There are quite a few different bundles with different aperture OTAs and different mounts with examples being:
What is the best astrograph telescope?
An astrograph is a category of telescope that works just for imaging and not observing. The best examples of this are:
- Sky-Watcher EvoStar 120ED – an apochromatic refractor
- Planewave CDK 17″ – a Corrected-Dall-Kirkham for observatories
- Celestron RASA 11 – a Rowe-Ackermann Schmidt Astrograph
Can a Dobsonian telescope be used for astrophotography?
Yes, Dobsonians can be used for astrophotography by attaching DSLR/mirrorless cameras or dedicated CCD/CMOS astronomy cameras with the right adapters, however, the Dobsonian mount is not ideal for imaging as it is an alt-az rather than equatorial.

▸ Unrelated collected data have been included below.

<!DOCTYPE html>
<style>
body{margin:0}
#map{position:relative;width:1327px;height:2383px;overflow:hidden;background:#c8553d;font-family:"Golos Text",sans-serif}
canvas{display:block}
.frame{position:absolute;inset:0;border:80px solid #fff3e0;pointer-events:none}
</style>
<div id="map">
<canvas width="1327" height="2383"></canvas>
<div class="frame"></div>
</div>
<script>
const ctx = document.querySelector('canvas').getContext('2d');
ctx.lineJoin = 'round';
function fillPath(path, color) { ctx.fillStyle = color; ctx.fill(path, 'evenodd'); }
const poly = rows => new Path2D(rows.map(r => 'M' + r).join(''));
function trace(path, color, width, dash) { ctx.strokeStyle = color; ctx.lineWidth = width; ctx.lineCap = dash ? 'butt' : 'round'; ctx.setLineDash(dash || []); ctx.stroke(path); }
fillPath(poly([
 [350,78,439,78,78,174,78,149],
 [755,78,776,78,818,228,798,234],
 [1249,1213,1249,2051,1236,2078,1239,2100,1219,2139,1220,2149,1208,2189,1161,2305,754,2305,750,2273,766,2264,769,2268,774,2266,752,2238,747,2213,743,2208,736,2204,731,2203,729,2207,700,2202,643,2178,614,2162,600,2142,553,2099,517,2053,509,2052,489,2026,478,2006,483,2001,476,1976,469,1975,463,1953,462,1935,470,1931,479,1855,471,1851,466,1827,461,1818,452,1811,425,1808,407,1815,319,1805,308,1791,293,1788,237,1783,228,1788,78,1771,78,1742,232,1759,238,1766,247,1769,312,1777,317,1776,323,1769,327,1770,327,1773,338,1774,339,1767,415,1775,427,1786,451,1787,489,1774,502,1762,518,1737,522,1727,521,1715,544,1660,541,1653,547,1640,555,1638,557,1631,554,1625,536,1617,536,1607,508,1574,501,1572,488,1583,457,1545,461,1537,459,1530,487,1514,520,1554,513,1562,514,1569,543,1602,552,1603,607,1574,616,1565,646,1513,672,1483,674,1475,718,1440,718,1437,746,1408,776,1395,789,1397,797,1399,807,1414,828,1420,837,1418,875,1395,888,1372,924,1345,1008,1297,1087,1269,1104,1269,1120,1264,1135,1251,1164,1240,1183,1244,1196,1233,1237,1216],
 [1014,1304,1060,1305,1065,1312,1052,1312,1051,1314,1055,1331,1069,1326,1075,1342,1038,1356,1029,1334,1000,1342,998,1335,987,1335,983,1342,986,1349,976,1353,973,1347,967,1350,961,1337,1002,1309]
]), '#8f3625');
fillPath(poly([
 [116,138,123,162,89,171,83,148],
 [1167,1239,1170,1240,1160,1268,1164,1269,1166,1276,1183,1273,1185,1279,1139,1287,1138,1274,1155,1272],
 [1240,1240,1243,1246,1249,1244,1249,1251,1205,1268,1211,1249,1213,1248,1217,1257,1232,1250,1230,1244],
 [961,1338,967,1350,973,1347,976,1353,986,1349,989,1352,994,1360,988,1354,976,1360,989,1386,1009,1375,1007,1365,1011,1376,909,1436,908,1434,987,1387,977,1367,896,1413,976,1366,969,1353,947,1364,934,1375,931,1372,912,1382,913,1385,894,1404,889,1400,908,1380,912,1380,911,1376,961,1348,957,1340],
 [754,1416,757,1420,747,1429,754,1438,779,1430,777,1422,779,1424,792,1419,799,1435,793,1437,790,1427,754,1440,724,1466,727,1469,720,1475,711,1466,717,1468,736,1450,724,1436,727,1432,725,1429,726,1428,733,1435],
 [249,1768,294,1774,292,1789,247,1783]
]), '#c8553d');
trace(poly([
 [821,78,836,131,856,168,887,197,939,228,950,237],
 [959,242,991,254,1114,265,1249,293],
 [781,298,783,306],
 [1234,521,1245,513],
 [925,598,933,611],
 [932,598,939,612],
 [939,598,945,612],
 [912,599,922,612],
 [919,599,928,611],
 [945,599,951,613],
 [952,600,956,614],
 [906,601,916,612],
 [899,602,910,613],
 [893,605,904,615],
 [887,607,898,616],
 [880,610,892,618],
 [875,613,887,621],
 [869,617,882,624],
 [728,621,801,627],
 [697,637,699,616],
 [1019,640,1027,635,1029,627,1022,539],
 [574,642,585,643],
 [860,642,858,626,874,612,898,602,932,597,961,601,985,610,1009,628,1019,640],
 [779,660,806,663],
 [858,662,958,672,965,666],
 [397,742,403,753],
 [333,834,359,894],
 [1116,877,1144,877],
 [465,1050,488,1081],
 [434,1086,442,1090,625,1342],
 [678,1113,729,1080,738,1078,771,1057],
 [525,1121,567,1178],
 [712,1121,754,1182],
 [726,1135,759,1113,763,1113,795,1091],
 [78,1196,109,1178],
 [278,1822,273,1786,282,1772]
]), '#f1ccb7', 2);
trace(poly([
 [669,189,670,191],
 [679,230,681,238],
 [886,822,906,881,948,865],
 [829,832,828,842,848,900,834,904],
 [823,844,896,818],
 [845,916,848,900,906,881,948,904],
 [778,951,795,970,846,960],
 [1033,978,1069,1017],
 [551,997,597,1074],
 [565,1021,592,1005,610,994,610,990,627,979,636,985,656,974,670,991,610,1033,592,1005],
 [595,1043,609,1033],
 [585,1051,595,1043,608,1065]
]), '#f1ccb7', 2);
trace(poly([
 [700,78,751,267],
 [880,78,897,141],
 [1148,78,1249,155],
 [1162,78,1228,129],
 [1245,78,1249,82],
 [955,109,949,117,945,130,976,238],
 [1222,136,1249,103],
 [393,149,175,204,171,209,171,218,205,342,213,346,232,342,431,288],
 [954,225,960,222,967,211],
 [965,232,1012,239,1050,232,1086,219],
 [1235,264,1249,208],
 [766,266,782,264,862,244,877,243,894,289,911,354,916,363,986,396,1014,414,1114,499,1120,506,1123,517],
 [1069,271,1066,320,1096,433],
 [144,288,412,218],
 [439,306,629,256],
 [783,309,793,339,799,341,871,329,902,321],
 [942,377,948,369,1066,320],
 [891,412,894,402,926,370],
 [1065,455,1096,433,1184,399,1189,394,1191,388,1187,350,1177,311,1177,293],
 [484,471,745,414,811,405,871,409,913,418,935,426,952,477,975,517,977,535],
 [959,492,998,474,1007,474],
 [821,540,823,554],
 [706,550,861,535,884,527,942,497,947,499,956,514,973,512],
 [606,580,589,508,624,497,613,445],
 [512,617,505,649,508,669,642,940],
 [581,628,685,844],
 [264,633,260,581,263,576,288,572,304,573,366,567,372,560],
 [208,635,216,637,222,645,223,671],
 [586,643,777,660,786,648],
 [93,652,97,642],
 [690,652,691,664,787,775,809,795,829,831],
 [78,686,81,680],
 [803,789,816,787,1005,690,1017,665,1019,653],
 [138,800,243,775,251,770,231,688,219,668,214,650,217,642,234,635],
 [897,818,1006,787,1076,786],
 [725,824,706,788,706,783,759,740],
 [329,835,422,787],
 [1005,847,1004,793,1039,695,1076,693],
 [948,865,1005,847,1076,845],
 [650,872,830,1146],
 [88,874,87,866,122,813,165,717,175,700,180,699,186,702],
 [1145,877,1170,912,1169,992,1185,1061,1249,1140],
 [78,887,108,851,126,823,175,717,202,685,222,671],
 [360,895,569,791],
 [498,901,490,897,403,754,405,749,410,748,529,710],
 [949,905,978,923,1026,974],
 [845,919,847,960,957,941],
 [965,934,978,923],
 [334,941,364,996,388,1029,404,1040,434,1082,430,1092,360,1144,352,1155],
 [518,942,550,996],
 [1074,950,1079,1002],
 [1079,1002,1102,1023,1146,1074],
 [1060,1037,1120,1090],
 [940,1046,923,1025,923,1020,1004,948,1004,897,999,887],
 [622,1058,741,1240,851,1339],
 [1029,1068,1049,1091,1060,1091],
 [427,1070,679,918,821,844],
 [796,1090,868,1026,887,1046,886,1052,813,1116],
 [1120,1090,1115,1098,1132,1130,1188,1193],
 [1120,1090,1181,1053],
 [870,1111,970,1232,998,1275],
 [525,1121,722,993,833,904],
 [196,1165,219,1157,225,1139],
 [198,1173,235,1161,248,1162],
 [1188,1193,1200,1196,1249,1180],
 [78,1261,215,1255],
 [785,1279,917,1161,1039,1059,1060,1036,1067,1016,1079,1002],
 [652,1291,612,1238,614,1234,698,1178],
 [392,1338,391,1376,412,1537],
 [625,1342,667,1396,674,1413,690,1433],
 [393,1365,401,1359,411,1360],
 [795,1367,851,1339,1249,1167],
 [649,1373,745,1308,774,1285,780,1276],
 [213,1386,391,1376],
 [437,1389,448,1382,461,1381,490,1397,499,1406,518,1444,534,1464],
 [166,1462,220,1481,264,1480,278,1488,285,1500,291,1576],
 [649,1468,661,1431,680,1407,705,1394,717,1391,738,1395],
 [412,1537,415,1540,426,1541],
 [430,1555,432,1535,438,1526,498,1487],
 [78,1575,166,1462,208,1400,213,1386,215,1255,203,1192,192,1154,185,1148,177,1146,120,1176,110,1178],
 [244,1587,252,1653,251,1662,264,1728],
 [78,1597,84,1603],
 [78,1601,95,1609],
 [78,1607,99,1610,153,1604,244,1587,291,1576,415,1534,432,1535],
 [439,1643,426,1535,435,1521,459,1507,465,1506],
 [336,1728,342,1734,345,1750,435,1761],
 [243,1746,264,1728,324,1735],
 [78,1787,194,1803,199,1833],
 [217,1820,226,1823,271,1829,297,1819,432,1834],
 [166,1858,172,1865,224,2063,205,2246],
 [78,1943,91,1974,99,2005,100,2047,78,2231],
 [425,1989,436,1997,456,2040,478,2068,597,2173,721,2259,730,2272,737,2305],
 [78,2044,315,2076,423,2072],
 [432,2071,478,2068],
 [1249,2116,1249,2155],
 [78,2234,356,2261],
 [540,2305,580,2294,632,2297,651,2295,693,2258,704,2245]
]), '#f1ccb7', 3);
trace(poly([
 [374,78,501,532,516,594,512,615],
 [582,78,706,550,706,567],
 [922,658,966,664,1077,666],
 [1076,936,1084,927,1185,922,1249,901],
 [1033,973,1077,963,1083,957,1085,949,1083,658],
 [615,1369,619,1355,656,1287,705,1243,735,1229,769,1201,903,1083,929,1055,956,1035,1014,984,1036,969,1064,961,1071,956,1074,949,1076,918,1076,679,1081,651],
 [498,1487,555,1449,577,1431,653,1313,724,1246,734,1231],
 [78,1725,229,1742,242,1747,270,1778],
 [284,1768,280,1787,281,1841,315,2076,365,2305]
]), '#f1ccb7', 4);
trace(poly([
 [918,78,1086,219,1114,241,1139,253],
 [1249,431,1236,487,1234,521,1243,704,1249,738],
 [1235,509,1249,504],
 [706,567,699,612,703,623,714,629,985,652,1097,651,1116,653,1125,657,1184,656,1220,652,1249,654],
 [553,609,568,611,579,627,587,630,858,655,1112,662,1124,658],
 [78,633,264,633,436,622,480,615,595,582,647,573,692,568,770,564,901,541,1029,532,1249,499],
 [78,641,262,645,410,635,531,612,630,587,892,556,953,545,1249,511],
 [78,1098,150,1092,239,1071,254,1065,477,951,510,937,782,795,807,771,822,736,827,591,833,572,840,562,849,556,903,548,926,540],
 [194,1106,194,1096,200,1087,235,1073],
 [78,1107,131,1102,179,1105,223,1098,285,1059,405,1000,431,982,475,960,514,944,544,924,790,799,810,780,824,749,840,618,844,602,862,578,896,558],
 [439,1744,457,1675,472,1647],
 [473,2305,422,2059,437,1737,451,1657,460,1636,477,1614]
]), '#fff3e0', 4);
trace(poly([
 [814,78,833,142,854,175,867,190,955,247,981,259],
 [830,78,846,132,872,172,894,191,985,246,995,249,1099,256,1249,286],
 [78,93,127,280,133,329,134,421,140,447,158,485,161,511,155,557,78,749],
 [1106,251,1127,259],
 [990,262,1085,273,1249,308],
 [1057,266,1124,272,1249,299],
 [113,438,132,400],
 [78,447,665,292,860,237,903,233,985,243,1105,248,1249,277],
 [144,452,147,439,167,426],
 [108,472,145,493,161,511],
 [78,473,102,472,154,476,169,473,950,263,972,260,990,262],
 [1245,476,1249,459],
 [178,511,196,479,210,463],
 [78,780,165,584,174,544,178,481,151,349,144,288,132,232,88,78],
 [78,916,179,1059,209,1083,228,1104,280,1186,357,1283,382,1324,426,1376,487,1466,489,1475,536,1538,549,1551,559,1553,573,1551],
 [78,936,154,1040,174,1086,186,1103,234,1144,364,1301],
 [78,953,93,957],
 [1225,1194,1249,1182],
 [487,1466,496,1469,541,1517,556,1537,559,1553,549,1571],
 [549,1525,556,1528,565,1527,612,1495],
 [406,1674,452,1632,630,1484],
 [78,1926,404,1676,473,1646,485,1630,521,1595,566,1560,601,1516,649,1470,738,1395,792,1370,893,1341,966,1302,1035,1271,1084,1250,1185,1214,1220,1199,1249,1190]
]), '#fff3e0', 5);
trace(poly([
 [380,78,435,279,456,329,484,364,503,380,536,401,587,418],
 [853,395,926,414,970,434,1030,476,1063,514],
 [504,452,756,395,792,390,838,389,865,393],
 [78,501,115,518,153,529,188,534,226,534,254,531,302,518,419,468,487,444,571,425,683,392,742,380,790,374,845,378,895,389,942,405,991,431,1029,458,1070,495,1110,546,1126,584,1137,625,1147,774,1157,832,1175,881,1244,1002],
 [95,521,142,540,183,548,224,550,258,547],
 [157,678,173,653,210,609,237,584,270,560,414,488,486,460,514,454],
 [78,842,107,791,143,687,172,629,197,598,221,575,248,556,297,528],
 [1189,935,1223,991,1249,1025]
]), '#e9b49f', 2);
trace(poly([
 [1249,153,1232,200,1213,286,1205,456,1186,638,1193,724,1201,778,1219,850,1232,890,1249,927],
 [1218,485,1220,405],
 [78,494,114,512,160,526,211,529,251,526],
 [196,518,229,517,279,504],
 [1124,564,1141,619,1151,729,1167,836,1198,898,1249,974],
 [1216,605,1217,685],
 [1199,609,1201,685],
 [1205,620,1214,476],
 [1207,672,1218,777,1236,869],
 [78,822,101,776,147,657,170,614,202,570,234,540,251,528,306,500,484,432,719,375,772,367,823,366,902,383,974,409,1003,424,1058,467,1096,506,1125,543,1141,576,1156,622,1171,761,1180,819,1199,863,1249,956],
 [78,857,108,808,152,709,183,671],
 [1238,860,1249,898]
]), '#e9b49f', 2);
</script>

Are Newtonian telescope good for astrophotography?
Yes, the Sky-Watcher 8″ Quattro Imaging Newtonian is one of the most successful astrophotography telescopes in our competition research above.
Do you need an equatorial mount for astrophotography?
Not necessarily but equatorial mounts are better for long exposure deep space astrophotography as they can smoothly track the object in the sky in any direction.
The other type of mount is an alt-azimuth which tracks only in up-down, left-right directions and so is not ideal, although these mounts are much easier to use for astronomy observing.
See the best telescope mounts for astrophotography for recommendations.
In Conclusion: What’s the best telescope for astrophotography?
- Get a Schmidt-Cassegrain like the Celestron NexStar Evolution 8 if you want the best telescope for photographing planets, plus something you can use for viewing as well and that comes as an all-in-one package with telescope, mount, tripod and everything you need.
- Get the Sky-Watcher EvoStar 120ED if you want a apochromatic refactor for deep sky imaging and have (or plan to buy) a separate mount.
- Get the Sky-Watcher Quattro 200P for a good budget option if you can handle the size and weight and have a separate mount
- Get the TPO UltraWide 180 if you want a something ultra-light and portable (and cheap)
- Get the Vaonis Stellina if you want the easiest astrophotography solution in one (and can afford it)
We hope you found this article and research useful to help you find the best telescope for astrophotography.